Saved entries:
—————

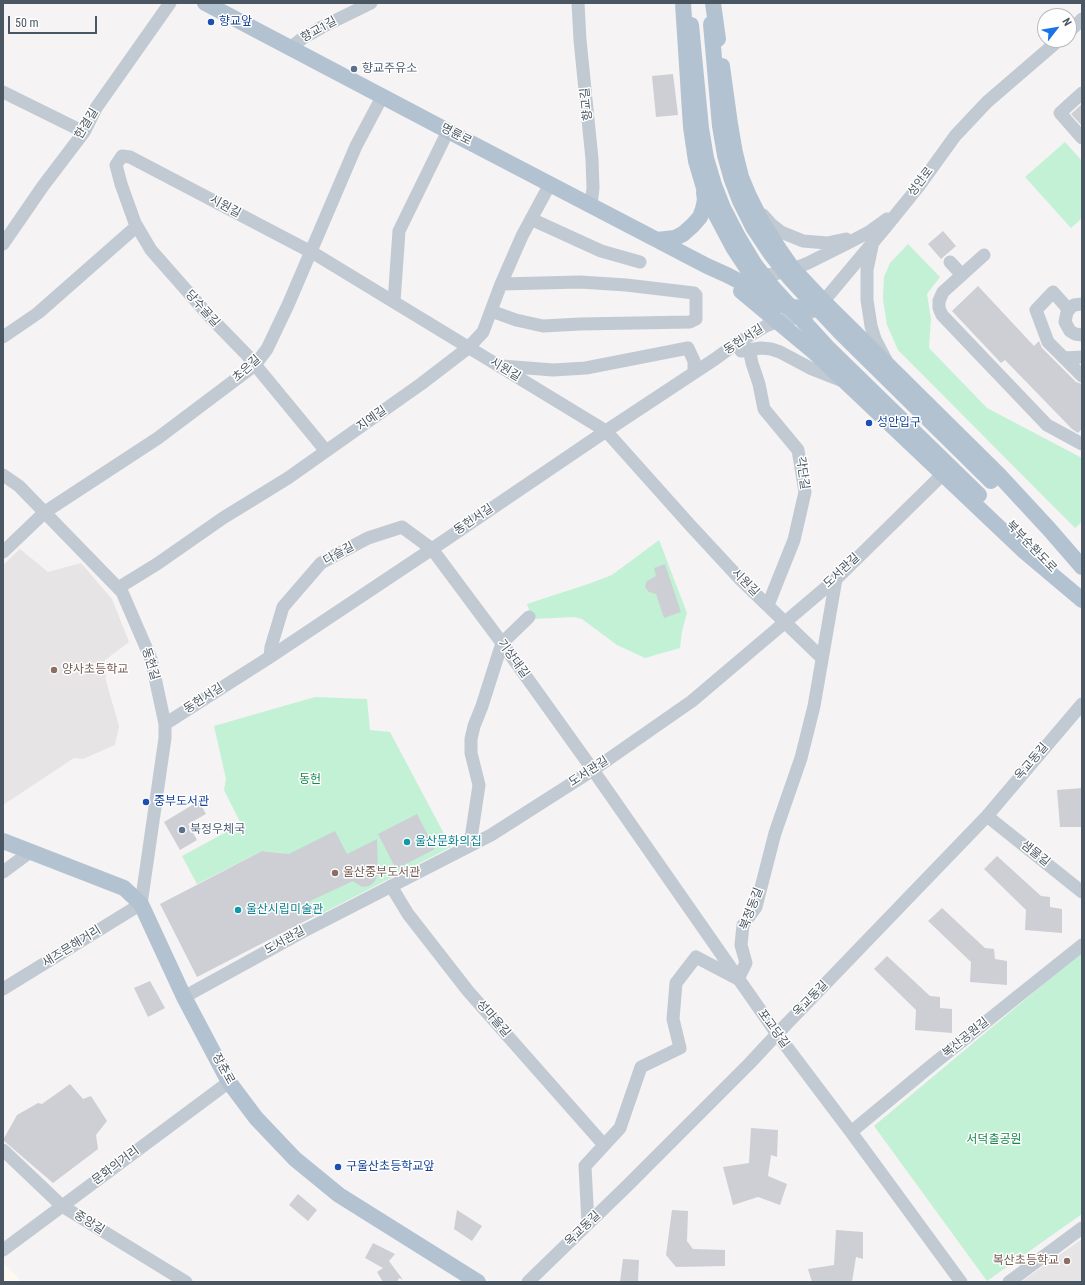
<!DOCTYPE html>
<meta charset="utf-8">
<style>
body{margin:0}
#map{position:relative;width:1085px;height:1285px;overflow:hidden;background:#f5f3f3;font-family:"Roboto Condensed",sans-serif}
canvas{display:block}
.frame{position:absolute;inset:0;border:4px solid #4a5661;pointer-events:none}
.north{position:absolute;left:1037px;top:8px;width:40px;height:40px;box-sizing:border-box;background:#fff;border:1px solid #b7bbc0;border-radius:50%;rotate:59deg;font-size:11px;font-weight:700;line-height:16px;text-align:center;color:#4a5661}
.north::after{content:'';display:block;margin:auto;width:14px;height:18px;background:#1a73e8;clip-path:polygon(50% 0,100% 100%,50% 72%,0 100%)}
.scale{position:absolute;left:8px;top:16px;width:89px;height:18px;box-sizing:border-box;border:2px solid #4a5661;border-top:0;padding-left:5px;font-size:12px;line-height:14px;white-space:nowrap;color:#4a5661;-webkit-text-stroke:3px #fff;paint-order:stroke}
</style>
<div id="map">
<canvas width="1085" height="1285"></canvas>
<div class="frame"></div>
<div class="north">N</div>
<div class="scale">50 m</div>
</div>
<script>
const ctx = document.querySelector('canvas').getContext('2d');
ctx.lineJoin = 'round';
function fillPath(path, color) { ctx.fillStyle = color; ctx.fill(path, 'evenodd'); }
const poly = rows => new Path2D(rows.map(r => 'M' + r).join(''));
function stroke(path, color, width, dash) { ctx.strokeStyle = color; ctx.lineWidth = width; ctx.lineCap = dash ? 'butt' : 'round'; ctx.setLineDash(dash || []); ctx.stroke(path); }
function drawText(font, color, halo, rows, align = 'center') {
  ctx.font = font + ' "Roboto Condensed","Noto Sans KR",sans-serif'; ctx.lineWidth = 3; ctx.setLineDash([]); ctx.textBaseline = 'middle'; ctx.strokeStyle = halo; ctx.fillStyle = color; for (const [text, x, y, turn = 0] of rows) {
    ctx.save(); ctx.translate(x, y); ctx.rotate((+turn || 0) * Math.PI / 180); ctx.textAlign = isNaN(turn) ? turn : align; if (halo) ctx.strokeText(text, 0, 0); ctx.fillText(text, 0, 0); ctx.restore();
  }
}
const commercial = poly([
 [4,1263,22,1282,3,1282]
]);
const education = poly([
 [20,549,48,572,81,563,112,599,129,642,105,660,106,681,119,726,115,745,83,759,74,758,3,805,3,565],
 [1082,1239,1082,1282,1021,1282]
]);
const green = poly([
 [1065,142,1082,161,1082,218,1071,228,1025,177],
 [908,244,940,277,927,294,931,319,929,348,987,408,1082,458,1082,522,1075,528,898,350,887,325,883,299,884,277,890,263],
 [659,540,687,613,682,631,680,648,645,658,617,645,582,619,574,617,532,619,527,604,591,583,612,575],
 [315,697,367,699,370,730,390,732,451,847,315,917,283,853,262,851,197,884,182,856,241,824,224,790,226,779,214,726],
 [1082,952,1082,1214,987,1281,874,1126]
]);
const building = poly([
 [673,74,678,115,656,117,652,76],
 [1082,104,1082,126,1071,114],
 [943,231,956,246,941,259,928,244],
 [978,286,1034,346,1039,341,1042,348,1076,382,1082,384,1082,429,1078,433,1072,429,1005,360,1001,363,952,311],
 [665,564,681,612,664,618,656,594,649,592,645,587,646,583,647,581,656,576,654,568],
 [1082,788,1082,827,1060,827,1057,790],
 [199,801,206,814,188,824,197,840,180,850,164,822],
 [417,814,435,849,396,869,378,834],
 [335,831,347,854,377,839,378,873,375,881,369,886,362,887,353,881,308,902,315,916,197,977,160,904,262,851,289,854],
 [997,856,1041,896,1050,897,1050,907,1062,909,1062,933,1025,930,1026,910,984,869],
 [942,908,985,948,994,949,995,959,1007,961,1007,985,970,982,971,962,928,921],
 [887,956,930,996,940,997,940,1008,952,1009,952,1033,915,1030,916,1010,874,969],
 [150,981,165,1008,148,1017,134,988],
 [70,1084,83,1099,91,1096,107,1121,96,1135,98,1149,53,1183,3,1140,17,1115,38,1103,42,1104],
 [751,1128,778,1130,777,1157,771,1155,768,1176,787,1184,780,1205,758,1197,733,1205,723,1167,749,1163],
 [298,1194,317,1210,308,1221,289,1205],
 [457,1210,482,1226,472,1241,454,1229],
 [672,1210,688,1211,687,1241,693,1249,725,1250,725,1266,676,1267,666,1255],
 [836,1230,863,1232,863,1259,856,1257,852,1282,812,1282,808,1269,834,1265],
 [373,1243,395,1254,389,1261,403,1280,399,1278,397,1282,383,1282,377,1272,383,1268,365,1258],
 [623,1259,639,1260,638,1282,620,1282]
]);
const minor = poly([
 [578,3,580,40,592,159,593,188,591,205],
 [1069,32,1082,19],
 [290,48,303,38,322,27,371,3],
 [3,92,84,132],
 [1082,93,1060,113,1082,138],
 [763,215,771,224,781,232,803,241,827,243,846,239],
 [531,219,601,251,640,262],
 [3,244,43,186,84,132,96,108,170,3],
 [872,246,867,270,867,300,871,326,875,339,886,360],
 [984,255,943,292,939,301,939,308,942,315,1047,425,1082,444],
 [950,262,962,275],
 [756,276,775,274,793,269,808,263,846,244,869,232,887,219],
 [394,302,399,231,448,131],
 [1082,304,1074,305,1070,308,1067,312,1065,322,1070,331,1075,334,1082,335],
 [1069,310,1053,292,1036,310,1048,342,1082,376],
 [491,311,516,320,543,326,580,324,690,322,696,319,696,295,694,293,626,285,580,282,501,284],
 [3,337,38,313,137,226],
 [749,349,752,363,759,384,764,409,798,450,805,492,794,540,768,605],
 [741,351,761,348,771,349,780,352,812,369,840,380],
 [1064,358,1082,357],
 [502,366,553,370,586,368,688,348,694,361,694,373],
 [326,451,247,355,210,317,151,250,135,223,121,184,116,165,122,156,130,157,315,254,606,431,690,525,740,579,822,658],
 [3,475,19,486,122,592,151,659,165,724,165,738,141,904,3,989],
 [3,552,45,512,158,438,255,365,267,349,288,305,356,146,382,97],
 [118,588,157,564,223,518,288,478,421,384,468,348,483,332,501,284,522,236,550,184],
 [270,657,271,647,283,607,321,563,368,538,402,527,432,549,502,643,593,770,777,1034,851,1132,961,1282],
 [165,724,270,657,432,549,606,431,715,359,737,343,766,326,785,319,796,318,806,315,817,309,885,228,919,186,955,136,987,102,1059,40],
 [987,816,1082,892],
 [470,845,479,785,471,753,471,739,474,726,482,706,502,643,529,617],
 [3,872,30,852],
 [391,886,408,914,468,991,604,1145],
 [184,997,302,932,491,835,593,770,692,701,836,579,943,474],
 [851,1132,932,1065,1082,945],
 [3,1150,62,1206,186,1282],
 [588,1224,585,1166,620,1128,641,1067,680,1048,673,1019,676,983,696,957,738,979,746,963,741,945,743,925,756,907,775,833,801,758,814,706,836,579],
 [3,1250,229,1082],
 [528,1282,628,1185,750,1063,777,1034,987,816,1082,704],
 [1009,1282,1082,1228]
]);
const major = poly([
 [205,3,448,131,707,266,727,275,752,288,768,299,781,305,792,307,817,309,825,311,842,320],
 [683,3,691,127,696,161,704,188,714,211,733,247,762,291],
 [713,3,718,39],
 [722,66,730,124,735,153,741,177,749,196,762,222,779,249,793,269,824,302,999,475,1049,529,1082,567],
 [657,240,675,238,683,234,693,225,700,217,703,209,705,200,704,192],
 [741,291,813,351,1025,552,1082,600],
 [3,841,124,888,141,904,184,997,229,1082,256,1118,295,1159,339,1195,478,1282]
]);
const majorBridge = poly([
 [711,24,720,126,725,155,732,180,740,201,753,227,771,254,789,277,811,301,841,333,991,481],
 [691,25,701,128,706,158,714,185,723,208,737,235,755,265,774,289,827,347,979,495]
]);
const markers = [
 [211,22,4,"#1a4fb4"],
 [354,69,4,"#5c6f8a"],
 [869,423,4,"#1a4fb4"],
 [54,670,4,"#8d6e63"],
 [146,802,4,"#1a4fb4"],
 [182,830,4,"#5c6f8a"],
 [407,842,4,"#0f9aa8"],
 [335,873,4,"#8d6e63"],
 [238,910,4,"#0f9aa8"],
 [338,1167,4,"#1a4fb4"],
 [1067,1261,4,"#8d6e63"]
];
const transitNames = [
 ["향교앞",219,22],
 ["성안입구",877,423],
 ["중부도서관",154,802],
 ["구울산초등학교앞",346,1167]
];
const streetNames = [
 ["향교1길",319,30,-29],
 ["향교길",587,104,-96],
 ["한결길",87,124,-59],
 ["명륜로",456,135,27],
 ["성안로",921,182,-53],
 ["시원길",225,207,28],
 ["당수골길",202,309,48],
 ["동헌서길",744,340,-33],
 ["초은길",247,369,-42],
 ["시원길",505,370,31],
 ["지예길",372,419,-35],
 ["각단길",802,473,82],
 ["동헌서길",474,520,-34],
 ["북부순환도로",1031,547,46],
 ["다슬길",339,554,-29],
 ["도서관길",842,571,-43],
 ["시원길",745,583,45],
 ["기상대길",513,659,54],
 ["동헌길",150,664,73],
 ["동헌서길",204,699,-33],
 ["옥교동길",1032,762,-50],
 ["도서관길",589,772,-33],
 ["샘물길",1035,854,39],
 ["북정동길",752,909,-69],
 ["도서관길",285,941,-29],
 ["새즈믄해거리",72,947,-32],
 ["옥교동길",811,999,-46],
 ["성마을길",493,1019,49],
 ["포교당길",773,1029,54],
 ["복산공원길",966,1038,-39],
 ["장춘로",223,1069,61],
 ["문화의거리",116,1166,-37],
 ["중앙길",89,1223,32],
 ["옥교동길",583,1229,-44]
];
const serviceNames = [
 ["향교주유소",362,69],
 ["북정우체국",190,830]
];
const educationNames = [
 ["양사초등학교",62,670],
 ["울산중부도서관",343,873],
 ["복산초등학교",1059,1261,"right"]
];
const parkNames = [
 ["동헌",310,780],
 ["서덕출공원",994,1140]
];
const cultureNames = [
 ["울산문화의집",415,842],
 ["울산시립미술관",246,910]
];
fillPath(commercial, '#fdf9ef');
fillPath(education, '#e6e4e5');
fillPath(green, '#c3f1d5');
fillPath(building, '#cdcfd5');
stroke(minor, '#c1cad2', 13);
stroke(major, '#b3c2d1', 16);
stroke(majorBridge, '#b3c2d1', 16);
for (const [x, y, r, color] of markers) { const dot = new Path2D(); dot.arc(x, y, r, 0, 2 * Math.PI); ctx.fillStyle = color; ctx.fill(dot); stroke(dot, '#fff', 1.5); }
drawText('12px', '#164399', '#fff', transitNames, 'left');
drawText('12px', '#4a5661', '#fff', streetNames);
drawText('12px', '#4e5e75', '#fff', serviceNames, 'left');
drawText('12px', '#785e54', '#fff', educationNames, 'left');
drawText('12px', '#17864f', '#fff', parkNames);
drawText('12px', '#0d838f', '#fff', cultureNames, 'left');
</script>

—————

Task: In the records above, find each line with the string "strokeStyle" and list it.

Task answer:
function stroke(path, color, width, dash) { ctx.strokeStyle = color; ctx.lineWidth = width; ctx.lineCap = dash ? 'butt' : 'round'; ctx.setLineDash(dash || []); ctx.stroke(path); }
  ctx.font = font + ' "Roboto Condensed","Noto Sans KR",sans-serif'; ctx.lineWidth = 3; ctx.setLineDash([]); ctx.textBaseline = 'middle'; ctx.strokeStyle = halo; ctx.fillStyle = color; for (const [text, x, y, turn = 0] of rows) {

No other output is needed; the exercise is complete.